● SUPPLIED MATERIAL
········
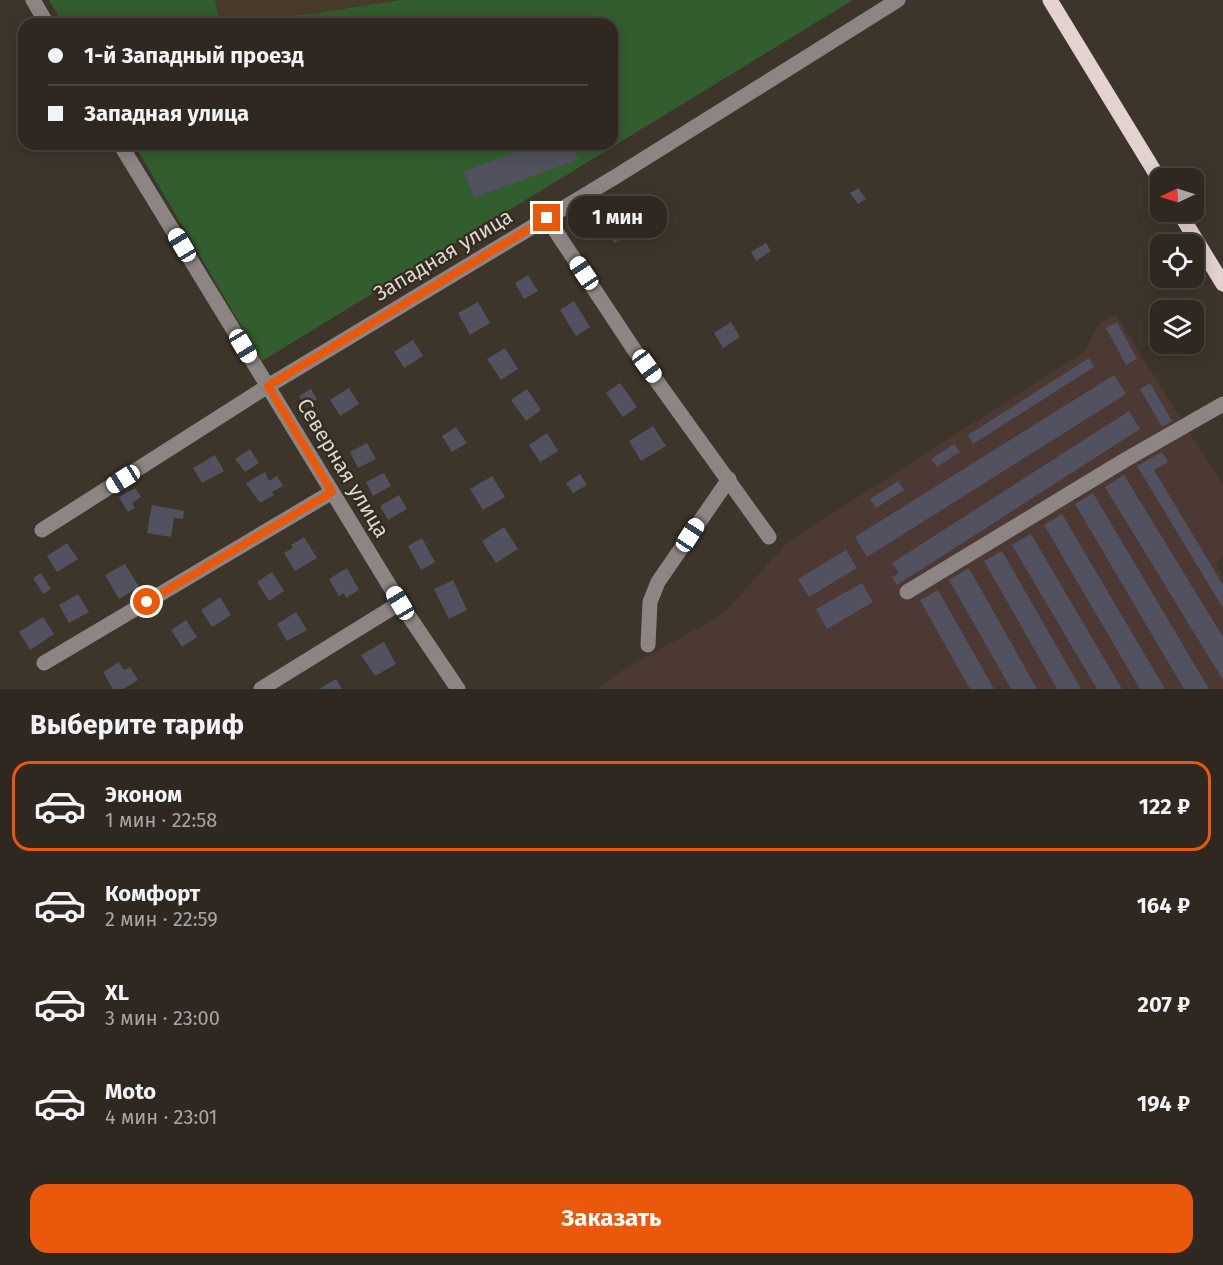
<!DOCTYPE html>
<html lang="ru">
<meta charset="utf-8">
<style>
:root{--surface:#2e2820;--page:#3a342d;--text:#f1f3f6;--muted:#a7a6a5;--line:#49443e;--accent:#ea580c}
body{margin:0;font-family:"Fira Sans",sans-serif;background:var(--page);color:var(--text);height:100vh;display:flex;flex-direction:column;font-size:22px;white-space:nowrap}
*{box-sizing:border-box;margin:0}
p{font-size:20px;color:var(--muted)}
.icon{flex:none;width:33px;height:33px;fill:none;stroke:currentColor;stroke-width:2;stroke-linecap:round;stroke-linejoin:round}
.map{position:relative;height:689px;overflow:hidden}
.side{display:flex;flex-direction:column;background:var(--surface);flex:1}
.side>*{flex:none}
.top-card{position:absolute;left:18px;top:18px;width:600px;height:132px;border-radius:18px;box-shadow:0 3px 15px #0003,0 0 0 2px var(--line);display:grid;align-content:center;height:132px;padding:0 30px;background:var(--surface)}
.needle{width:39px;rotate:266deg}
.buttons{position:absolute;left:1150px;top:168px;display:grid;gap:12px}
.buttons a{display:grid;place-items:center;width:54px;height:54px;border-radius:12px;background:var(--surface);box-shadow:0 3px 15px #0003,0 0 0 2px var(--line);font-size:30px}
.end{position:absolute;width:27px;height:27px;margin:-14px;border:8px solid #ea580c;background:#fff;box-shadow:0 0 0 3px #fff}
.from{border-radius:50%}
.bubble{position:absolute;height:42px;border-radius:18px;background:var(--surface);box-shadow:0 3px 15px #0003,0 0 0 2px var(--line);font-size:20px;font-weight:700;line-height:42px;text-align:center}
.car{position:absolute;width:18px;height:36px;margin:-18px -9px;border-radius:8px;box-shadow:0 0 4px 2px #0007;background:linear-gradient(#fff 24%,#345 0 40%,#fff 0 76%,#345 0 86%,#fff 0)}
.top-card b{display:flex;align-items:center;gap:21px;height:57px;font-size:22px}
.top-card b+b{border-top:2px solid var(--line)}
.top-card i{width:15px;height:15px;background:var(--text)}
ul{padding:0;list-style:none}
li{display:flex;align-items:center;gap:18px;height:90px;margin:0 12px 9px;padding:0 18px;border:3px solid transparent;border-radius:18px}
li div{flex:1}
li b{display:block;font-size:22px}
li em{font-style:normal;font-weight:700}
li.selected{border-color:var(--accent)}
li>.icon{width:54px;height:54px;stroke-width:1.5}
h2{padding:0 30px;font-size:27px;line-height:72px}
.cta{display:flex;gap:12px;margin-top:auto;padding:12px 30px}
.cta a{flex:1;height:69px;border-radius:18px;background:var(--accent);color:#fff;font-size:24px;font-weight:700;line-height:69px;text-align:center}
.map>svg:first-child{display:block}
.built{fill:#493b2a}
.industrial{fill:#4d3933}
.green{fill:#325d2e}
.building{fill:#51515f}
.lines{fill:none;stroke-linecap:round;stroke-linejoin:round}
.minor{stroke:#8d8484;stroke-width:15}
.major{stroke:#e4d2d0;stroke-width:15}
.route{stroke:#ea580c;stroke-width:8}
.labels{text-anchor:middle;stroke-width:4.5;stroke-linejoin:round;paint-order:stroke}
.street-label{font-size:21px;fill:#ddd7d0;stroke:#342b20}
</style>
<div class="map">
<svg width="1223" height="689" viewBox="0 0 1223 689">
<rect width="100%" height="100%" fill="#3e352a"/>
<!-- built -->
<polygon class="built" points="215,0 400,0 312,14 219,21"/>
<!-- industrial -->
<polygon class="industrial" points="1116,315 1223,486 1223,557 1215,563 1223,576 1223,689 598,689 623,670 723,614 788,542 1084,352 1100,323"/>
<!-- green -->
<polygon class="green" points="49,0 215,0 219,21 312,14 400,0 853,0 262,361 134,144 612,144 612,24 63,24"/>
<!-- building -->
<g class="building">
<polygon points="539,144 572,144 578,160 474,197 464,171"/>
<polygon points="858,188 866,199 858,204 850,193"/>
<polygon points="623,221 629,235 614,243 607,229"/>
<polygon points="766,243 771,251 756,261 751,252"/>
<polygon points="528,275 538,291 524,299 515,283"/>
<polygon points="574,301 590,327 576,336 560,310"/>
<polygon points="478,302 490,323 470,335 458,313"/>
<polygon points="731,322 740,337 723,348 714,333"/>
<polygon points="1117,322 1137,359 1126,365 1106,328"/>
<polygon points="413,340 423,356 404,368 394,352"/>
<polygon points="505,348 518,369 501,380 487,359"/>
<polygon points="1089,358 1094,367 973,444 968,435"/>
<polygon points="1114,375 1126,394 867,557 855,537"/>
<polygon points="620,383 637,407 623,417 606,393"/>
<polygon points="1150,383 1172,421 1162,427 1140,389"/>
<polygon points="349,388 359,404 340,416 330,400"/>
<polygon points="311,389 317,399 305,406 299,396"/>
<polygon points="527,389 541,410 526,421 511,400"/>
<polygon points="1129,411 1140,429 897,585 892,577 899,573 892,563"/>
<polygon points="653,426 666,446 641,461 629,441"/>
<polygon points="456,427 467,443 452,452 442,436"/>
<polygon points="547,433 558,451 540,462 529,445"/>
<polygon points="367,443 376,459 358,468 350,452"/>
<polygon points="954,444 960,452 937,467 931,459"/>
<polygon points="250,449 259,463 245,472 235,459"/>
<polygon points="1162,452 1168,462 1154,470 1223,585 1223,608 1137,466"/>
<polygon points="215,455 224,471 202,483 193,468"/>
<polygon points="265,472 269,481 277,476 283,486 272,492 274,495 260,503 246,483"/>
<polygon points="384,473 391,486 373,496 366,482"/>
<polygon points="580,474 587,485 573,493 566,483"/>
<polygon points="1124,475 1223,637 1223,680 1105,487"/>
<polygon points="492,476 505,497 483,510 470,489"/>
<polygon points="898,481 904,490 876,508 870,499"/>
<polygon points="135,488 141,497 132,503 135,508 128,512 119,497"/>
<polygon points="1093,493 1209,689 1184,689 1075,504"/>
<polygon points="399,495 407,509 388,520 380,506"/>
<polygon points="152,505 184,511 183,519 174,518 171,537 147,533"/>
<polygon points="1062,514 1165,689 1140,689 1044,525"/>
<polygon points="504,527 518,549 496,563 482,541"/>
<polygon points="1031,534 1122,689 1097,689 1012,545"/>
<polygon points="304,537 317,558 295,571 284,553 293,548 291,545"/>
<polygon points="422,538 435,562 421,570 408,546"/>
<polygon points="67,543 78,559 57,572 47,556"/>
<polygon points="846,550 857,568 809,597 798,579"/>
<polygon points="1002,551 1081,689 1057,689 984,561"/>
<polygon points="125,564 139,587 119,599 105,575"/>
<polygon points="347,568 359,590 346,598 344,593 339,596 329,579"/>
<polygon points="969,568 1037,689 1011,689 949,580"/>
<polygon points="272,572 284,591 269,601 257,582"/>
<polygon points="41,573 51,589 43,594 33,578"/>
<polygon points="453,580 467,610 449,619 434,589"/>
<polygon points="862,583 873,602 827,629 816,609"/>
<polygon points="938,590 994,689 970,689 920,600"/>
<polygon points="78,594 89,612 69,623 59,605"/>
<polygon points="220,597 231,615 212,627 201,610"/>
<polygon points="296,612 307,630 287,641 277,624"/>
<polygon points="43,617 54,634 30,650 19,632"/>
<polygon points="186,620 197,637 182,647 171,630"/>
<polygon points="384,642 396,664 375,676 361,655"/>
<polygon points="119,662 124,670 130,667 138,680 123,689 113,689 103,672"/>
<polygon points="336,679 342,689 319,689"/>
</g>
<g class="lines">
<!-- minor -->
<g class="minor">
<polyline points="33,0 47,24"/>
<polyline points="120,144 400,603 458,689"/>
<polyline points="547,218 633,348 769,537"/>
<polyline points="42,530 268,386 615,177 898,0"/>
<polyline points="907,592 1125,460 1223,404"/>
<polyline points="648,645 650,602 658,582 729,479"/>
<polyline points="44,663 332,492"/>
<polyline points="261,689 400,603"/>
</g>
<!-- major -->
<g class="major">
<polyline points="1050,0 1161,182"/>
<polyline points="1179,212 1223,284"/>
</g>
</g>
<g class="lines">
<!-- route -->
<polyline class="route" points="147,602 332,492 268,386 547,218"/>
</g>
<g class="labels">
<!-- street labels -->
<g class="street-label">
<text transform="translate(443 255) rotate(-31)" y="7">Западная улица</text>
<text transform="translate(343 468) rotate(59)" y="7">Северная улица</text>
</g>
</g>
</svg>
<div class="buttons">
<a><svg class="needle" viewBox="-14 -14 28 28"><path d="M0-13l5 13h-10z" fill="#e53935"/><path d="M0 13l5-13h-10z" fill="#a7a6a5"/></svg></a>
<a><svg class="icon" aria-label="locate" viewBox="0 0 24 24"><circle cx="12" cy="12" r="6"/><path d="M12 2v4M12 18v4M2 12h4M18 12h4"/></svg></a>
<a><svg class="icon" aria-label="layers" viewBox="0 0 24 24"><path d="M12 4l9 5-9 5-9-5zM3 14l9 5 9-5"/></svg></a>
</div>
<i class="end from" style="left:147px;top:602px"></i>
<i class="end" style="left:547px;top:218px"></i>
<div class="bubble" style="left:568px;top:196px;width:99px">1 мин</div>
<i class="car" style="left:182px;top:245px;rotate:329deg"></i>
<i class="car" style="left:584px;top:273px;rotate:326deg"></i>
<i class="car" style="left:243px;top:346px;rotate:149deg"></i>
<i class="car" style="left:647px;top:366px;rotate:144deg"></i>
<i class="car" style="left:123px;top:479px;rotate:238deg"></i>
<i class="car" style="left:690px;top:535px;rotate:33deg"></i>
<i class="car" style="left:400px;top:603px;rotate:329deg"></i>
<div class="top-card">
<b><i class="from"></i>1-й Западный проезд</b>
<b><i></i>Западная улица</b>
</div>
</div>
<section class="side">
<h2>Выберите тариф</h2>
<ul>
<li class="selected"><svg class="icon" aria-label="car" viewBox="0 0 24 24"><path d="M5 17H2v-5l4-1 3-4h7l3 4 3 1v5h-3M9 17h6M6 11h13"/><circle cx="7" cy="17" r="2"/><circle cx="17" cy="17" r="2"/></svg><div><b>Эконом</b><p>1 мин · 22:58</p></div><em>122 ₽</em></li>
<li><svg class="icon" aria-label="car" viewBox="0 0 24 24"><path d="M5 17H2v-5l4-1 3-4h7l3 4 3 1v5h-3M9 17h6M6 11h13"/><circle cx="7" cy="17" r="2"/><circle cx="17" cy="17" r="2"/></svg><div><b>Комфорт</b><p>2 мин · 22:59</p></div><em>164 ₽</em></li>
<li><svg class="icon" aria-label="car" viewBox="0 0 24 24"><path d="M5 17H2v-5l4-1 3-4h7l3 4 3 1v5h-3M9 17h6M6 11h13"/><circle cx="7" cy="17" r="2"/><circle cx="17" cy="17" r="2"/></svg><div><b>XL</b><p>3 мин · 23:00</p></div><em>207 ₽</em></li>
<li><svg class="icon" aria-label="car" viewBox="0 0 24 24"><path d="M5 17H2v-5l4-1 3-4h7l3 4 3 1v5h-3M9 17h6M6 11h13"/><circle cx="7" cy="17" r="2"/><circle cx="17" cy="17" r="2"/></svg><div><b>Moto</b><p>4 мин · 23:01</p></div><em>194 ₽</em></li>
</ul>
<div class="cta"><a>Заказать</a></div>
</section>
········
● TASK REQUIREMENTS
Give back exactly the lines from the one that contains "мин · 22:58</p></div><em>122 ₽</em></li>" to the end of the material, both ends kept, and no other line.

● EXPECTED ANSWER
<li class="selected"><svg class="icon" aria-label="car" viewBox="0 0 24 24"><path d="M5 17H2v-5l4-1 3-4h7l3 4 3 1v5h-3M9 17h6M6 11h13"/><circle cx="7" cy="17" r="2"/><circle cx="17" cy="17" r="2"/></svg><div><b>Эконом</b><p>1 мин · 22:58</p></div><em>122 ₽</em></li>
<li><svg class="icon" aria-label="car" viewBox="0 0 24 24"><path d="M5 17H2v-5l4-1 3-4h7l3 4 3 1v5h-3M9 17h6M6 11h13"/><circle cx="7" cy="17" r="2"/><circle cx="17" cy="17" r="2"/></svg><div><b>Комфорт</b><p>2 мин · 22:59</p></div><em>164 ₽</em></li>
<li><svg class="icon" aria-label="car" viewBox="0 0 24 24"><path d="M5 17H2v-5l4-1 3-4h7l3 4 3 1v5h-3M9 17h6M6 11h13"/><circle cx="7" cy="17" r="2"/><circle cx="17" cy="17" r="2"/></svg><div><b>XL</b><p>3 мин · 23:00</p></div><em>207 ₽</em></li>
<li><svg class="icon" aria-label="car" viewBox="0 0 24 24"><path d="M5 17H2v-5l4-1 3-4h7l3 4 3 1v5h-3M9 17h6M6 11h13"/><circle cx="7" cy="17" r="2"/><circle cx="17" cy="17" r="2"/></svg><div><b>Moto</b><p>4 мин · 23:01</p></div><em>194 ₽</em></li>
</ul>
<div class="cta"><a>Заказать</a></div>
</section>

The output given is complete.